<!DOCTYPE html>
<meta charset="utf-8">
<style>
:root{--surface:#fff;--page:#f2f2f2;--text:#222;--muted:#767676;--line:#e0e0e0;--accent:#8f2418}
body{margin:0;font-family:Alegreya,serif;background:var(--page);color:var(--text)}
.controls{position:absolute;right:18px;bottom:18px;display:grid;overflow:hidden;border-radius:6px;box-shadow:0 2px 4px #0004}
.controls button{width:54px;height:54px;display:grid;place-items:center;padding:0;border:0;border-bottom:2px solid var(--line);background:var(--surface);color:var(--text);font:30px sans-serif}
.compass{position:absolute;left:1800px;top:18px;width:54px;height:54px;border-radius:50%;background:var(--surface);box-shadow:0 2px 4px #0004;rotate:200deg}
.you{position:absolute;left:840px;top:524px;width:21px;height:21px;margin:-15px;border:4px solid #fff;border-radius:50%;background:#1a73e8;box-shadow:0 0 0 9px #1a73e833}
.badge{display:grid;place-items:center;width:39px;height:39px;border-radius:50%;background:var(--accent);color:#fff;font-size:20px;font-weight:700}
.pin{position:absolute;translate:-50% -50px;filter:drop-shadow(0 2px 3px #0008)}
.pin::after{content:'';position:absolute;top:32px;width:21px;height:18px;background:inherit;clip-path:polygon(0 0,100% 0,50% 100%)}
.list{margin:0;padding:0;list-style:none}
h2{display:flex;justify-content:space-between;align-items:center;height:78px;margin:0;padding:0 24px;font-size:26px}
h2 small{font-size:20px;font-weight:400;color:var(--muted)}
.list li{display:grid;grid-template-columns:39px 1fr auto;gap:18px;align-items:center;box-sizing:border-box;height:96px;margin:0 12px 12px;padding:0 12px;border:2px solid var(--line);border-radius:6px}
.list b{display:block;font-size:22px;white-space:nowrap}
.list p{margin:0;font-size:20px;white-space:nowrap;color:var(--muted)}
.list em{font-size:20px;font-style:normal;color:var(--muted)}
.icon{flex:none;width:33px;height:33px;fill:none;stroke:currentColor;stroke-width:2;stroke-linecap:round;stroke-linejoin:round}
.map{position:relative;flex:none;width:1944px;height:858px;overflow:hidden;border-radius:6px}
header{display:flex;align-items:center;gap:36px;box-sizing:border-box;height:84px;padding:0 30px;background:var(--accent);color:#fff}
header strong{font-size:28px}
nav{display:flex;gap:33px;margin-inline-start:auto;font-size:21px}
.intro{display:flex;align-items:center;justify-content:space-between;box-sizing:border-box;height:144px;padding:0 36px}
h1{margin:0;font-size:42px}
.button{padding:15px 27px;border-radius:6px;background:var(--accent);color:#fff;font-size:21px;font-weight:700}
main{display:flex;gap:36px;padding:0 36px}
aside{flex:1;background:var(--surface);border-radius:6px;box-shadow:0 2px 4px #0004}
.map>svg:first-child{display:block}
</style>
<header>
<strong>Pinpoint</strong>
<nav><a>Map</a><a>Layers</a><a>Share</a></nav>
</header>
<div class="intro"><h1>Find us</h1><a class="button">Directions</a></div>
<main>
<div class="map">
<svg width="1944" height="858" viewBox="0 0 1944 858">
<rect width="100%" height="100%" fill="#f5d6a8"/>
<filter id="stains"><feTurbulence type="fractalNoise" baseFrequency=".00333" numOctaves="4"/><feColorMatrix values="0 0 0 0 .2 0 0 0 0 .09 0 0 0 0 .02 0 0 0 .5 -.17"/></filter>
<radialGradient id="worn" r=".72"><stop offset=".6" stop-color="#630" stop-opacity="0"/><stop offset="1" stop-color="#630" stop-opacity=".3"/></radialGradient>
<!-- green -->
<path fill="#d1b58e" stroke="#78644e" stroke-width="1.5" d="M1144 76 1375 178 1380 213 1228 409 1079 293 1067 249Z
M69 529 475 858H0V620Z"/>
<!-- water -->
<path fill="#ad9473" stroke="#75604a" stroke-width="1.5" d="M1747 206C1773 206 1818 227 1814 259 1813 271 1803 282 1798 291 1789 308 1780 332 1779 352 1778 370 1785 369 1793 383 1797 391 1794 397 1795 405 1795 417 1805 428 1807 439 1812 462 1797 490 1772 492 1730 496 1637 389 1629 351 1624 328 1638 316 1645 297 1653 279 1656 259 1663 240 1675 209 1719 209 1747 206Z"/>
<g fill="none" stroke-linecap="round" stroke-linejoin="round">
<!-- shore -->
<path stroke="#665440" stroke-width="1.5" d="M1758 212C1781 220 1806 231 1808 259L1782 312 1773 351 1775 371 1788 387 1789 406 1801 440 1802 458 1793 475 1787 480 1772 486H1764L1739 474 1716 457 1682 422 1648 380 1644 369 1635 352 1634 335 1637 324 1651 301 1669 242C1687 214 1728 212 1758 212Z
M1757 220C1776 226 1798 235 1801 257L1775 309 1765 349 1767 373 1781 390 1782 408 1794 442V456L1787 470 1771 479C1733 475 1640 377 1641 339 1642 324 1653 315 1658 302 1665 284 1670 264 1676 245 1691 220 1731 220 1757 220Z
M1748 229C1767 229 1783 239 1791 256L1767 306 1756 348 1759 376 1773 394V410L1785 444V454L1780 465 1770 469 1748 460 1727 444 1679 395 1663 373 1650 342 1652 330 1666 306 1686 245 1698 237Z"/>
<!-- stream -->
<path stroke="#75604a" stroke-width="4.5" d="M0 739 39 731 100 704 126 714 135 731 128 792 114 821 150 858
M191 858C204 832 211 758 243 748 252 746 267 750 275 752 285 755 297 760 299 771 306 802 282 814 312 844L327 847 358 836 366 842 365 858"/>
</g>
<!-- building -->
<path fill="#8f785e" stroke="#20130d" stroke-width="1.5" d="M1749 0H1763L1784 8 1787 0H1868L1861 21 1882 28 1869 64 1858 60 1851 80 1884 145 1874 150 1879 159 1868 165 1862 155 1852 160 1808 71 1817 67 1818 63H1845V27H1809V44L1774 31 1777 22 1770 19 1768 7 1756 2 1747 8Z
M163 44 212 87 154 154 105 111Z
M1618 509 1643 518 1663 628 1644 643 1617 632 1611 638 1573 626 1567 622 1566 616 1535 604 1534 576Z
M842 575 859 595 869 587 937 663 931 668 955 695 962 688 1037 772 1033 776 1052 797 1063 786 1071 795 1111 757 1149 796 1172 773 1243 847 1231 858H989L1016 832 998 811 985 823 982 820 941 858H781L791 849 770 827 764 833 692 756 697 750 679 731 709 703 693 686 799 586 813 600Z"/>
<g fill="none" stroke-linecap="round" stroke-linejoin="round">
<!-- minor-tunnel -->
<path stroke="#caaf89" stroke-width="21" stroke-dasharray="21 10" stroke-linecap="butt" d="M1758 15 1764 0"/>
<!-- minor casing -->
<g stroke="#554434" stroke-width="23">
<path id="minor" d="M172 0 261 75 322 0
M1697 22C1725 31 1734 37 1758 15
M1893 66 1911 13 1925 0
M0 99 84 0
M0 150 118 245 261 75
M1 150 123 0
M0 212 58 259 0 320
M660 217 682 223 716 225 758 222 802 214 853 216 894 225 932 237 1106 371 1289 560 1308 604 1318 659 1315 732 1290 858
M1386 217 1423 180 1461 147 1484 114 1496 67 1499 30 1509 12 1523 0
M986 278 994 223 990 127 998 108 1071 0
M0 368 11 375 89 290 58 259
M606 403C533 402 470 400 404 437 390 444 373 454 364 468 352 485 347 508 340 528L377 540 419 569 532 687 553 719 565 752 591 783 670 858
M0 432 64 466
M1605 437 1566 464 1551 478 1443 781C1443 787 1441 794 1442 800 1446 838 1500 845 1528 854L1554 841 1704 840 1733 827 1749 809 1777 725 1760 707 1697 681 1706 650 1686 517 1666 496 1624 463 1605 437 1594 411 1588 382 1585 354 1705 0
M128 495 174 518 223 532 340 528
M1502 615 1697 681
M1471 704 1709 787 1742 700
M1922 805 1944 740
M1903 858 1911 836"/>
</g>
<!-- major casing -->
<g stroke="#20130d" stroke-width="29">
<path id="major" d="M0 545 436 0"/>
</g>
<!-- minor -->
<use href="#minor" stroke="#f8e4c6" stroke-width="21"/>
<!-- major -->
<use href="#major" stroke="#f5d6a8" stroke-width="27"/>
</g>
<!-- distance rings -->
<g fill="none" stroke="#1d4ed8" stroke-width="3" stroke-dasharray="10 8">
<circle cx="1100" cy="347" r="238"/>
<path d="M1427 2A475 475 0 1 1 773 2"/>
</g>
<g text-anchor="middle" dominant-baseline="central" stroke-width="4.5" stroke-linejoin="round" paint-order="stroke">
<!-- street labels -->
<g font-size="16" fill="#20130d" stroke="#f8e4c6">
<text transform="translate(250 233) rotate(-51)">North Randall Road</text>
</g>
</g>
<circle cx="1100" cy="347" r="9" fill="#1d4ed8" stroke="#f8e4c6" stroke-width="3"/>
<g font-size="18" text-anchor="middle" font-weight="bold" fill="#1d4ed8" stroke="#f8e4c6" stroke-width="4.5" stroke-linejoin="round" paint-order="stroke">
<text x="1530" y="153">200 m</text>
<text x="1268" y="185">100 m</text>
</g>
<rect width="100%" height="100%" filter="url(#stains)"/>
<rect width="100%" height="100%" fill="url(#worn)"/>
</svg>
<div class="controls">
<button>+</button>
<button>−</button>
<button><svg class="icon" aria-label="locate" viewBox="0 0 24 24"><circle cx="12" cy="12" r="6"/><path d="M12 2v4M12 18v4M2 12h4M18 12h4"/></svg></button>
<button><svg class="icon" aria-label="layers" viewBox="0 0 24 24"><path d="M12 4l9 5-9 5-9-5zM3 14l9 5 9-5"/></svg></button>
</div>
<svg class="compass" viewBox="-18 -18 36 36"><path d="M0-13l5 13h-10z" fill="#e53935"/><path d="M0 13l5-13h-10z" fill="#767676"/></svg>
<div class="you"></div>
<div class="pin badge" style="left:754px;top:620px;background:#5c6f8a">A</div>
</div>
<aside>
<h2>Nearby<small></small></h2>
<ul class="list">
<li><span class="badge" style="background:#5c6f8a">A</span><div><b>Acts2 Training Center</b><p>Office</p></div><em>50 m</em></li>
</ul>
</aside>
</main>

********************

## What the task asks:
Check every line of the data for the word "compass". The response is the count alone.

## Answer space:
2